◆ Activity ◆
For the data below, count the lines that have the string "linecap" and state that number by itself.

Saved entries:
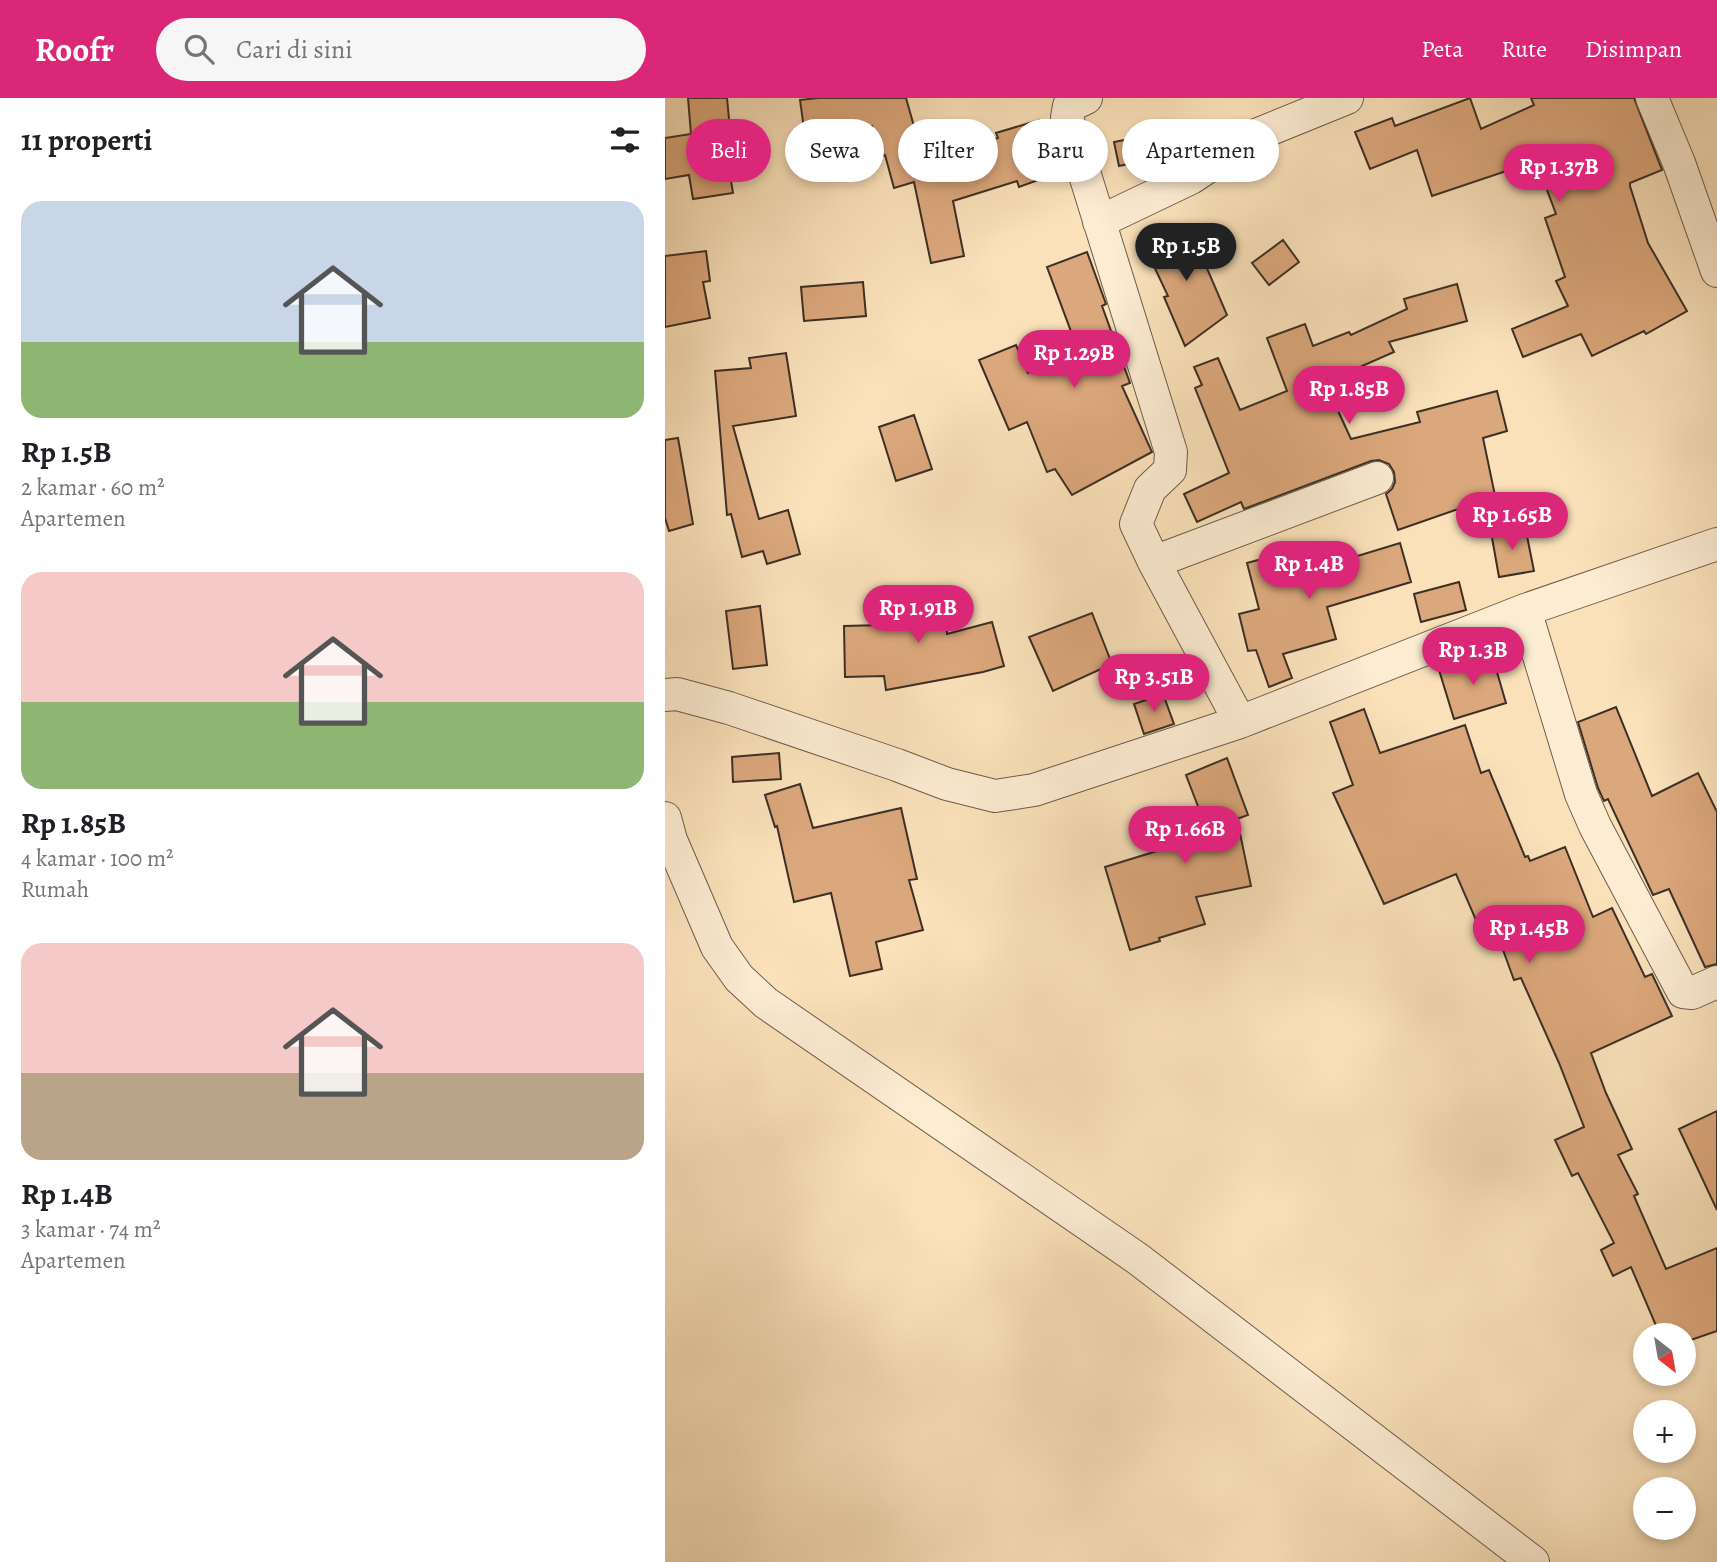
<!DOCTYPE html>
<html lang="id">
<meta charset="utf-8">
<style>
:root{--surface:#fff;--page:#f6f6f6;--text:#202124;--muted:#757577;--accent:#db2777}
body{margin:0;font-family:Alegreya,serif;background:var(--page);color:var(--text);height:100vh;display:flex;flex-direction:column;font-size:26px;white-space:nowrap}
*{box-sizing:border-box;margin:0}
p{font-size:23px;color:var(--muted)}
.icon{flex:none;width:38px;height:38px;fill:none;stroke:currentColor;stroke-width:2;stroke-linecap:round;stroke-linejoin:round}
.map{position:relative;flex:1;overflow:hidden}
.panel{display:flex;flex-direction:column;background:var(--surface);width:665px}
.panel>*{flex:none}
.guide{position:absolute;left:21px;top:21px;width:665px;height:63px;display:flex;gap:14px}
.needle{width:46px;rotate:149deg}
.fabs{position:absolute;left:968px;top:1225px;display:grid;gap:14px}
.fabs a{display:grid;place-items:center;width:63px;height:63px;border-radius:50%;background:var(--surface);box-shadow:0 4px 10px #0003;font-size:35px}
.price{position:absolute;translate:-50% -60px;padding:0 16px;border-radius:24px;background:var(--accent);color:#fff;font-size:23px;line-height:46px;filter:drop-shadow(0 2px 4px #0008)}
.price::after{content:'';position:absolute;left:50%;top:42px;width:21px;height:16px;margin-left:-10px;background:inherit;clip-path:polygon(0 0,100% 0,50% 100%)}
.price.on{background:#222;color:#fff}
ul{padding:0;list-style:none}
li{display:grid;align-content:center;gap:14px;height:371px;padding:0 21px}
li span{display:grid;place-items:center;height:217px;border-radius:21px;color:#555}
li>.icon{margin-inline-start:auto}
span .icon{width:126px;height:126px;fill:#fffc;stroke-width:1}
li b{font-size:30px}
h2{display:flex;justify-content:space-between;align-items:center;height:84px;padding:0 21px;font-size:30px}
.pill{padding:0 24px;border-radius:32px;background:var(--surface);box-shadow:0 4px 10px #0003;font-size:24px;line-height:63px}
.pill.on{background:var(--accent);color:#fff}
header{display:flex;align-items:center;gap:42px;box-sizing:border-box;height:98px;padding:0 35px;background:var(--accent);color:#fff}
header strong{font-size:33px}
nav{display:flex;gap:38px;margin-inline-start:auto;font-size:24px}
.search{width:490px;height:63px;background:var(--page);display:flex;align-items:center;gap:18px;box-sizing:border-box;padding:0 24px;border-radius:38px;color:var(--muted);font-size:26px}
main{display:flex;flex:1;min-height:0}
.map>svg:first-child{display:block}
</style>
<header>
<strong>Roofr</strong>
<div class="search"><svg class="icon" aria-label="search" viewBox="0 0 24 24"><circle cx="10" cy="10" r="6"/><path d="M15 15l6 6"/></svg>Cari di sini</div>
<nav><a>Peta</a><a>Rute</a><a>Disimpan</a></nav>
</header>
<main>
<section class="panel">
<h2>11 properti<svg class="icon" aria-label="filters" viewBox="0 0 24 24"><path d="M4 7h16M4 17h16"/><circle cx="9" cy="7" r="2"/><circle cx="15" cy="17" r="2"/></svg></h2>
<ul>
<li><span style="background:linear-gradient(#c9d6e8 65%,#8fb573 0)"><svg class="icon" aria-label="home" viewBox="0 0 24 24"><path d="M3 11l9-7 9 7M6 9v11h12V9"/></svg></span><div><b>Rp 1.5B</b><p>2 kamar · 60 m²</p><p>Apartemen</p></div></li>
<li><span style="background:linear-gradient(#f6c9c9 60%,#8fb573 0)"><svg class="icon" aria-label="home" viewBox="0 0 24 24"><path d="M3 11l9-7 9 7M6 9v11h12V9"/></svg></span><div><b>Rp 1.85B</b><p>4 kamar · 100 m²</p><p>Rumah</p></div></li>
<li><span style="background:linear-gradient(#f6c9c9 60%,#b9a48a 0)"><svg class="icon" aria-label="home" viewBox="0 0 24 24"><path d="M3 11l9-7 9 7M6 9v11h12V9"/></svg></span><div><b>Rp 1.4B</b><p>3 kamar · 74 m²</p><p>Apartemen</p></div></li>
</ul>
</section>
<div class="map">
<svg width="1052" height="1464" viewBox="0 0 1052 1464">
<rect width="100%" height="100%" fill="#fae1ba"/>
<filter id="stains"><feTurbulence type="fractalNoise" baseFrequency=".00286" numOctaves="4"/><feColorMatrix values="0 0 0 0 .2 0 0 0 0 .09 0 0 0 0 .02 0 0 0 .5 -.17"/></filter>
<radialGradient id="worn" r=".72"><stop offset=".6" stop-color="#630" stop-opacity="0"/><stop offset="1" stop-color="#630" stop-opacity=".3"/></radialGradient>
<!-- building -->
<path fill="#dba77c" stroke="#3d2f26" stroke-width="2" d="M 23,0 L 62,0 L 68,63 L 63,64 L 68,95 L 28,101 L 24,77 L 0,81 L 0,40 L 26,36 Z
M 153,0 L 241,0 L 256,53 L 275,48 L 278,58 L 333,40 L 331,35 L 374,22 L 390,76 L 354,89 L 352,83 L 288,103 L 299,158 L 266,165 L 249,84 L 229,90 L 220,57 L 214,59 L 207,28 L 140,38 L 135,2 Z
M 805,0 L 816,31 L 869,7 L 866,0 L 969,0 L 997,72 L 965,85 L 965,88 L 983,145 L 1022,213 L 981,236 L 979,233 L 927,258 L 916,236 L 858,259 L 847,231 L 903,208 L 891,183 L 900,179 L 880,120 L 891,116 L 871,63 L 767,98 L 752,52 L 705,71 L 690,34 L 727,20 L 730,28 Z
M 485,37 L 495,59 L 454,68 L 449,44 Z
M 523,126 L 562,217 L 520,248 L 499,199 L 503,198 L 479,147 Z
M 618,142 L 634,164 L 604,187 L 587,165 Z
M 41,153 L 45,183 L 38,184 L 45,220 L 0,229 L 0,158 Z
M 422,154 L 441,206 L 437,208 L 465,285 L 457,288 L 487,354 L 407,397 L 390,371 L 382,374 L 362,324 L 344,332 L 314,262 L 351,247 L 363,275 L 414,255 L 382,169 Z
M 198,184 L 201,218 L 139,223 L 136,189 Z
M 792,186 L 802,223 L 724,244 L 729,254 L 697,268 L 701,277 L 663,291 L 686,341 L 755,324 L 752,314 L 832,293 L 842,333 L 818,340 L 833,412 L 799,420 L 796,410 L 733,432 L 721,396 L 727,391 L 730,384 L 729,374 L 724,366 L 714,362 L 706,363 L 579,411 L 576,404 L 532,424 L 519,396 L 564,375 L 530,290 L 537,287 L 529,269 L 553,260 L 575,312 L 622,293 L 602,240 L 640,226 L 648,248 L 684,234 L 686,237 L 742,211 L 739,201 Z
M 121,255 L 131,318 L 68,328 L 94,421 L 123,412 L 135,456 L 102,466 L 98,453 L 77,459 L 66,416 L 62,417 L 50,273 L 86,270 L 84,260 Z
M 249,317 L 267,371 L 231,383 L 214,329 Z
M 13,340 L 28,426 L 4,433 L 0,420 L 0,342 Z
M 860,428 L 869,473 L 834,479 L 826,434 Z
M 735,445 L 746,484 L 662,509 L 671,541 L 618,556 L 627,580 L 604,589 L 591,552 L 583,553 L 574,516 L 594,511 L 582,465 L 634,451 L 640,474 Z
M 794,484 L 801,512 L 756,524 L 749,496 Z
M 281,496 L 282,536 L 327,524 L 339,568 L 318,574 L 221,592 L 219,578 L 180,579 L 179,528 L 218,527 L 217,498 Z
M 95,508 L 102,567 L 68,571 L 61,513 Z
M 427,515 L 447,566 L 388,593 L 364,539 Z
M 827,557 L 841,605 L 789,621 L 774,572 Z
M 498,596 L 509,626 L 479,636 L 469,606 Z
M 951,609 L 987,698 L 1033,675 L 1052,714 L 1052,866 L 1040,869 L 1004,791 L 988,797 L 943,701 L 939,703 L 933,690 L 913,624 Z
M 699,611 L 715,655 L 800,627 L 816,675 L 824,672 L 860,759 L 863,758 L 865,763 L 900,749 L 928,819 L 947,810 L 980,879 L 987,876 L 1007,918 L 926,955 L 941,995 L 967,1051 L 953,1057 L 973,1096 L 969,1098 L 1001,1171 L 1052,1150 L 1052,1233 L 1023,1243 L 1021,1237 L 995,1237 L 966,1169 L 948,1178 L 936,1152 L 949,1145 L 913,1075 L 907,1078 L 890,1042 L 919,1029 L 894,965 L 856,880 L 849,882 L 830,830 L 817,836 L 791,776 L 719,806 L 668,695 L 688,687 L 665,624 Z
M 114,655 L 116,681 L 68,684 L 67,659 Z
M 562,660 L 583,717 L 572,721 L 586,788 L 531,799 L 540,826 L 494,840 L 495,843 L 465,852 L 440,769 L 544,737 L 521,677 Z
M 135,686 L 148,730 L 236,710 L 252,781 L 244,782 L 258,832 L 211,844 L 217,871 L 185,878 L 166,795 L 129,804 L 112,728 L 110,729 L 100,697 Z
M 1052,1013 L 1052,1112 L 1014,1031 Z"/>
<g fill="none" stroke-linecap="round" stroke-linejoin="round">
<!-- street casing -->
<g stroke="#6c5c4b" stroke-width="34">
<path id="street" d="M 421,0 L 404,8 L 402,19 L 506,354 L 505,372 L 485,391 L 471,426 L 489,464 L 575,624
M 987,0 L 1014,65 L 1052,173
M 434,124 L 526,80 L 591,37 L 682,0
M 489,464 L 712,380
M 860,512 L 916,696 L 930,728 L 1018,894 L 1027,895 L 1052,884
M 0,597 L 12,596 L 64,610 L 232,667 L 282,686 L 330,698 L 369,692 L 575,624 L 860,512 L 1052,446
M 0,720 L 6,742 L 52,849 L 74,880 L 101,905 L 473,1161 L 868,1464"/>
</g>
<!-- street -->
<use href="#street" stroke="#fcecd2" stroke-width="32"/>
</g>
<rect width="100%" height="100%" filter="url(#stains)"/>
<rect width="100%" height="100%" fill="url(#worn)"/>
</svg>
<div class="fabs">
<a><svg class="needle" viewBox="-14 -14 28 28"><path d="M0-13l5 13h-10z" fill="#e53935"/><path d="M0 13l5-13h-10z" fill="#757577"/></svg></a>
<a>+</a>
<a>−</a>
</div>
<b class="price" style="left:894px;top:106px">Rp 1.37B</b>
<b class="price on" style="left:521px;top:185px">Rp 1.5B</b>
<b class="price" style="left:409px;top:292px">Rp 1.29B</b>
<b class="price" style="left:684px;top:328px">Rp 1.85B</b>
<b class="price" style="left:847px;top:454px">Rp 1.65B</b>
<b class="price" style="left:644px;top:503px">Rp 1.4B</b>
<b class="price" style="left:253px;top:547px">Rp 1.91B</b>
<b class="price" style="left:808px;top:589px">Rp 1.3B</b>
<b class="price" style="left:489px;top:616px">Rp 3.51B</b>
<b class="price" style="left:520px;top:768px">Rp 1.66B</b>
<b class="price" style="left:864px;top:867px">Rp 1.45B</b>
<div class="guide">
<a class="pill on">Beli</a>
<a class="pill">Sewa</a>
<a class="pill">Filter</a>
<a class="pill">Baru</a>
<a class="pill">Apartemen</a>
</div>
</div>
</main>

◆ Solution ◆
2